▶ **Your assignment**
In the entries below, the line with "Give bounding boxes" marks the start. Return it and every following line exactly, ending with the last.

▶ **Supplied records**

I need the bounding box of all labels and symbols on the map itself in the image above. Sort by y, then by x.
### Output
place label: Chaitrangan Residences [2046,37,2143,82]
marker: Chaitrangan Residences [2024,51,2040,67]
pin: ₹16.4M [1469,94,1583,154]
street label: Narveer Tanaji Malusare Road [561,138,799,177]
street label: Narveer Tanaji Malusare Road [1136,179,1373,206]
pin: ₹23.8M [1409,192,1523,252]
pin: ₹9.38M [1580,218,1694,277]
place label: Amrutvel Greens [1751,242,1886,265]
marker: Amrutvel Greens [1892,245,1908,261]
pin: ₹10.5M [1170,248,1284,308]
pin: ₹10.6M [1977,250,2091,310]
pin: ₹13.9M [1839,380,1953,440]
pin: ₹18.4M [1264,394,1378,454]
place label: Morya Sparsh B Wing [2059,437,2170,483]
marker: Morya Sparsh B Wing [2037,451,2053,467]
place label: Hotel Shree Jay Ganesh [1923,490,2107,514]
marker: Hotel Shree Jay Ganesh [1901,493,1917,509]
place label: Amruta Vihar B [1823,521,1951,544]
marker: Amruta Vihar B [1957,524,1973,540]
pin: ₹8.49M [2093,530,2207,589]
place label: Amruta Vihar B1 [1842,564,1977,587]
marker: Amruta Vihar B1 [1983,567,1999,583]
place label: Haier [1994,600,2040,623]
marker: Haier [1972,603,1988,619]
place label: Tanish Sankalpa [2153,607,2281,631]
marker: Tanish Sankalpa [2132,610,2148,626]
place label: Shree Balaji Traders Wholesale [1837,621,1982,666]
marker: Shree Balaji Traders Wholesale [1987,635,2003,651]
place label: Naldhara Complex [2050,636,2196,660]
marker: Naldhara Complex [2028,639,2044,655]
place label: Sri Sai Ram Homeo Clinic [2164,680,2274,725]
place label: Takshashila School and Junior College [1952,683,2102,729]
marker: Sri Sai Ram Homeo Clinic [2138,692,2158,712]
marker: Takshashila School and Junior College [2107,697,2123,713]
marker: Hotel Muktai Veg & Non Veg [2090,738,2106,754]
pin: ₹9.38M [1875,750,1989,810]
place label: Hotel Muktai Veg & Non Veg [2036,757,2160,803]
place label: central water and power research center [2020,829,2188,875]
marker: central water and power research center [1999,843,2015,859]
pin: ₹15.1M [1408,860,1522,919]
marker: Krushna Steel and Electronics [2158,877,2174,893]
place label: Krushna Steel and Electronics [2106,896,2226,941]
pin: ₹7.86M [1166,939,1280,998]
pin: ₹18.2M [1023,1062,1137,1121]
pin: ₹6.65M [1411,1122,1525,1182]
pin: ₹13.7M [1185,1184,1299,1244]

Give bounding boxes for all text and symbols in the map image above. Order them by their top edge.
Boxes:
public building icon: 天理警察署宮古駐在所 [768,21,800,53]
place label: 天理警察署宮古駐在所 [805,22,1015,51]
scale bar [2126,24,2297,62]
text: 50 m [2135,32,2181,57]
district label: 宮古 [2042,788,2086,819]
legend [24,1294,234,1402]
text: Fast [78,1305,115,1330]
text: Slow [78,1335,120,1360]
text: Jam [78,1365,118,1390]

▶ **Exercise response**
Give bounding boxes for all text and symbols in the map image above. Order them by their top edge.
Boxes:
public building icon: 天理警察署宮古駐在所 [768,21,800,53]
place label: 天理警察署宮古駐在所 [805,22,1015,51]
scale bar [2126,24,2297,62]
text: 50 m [2135,32,2181,57]
district label: 宮古 [2042,788,2086,819]
legend [24,1294,234,1402]
text: Fast [78,1305,115,1330]
text: Slow [78,1335,120,1360]
text: Jam [78,1365,118,1390]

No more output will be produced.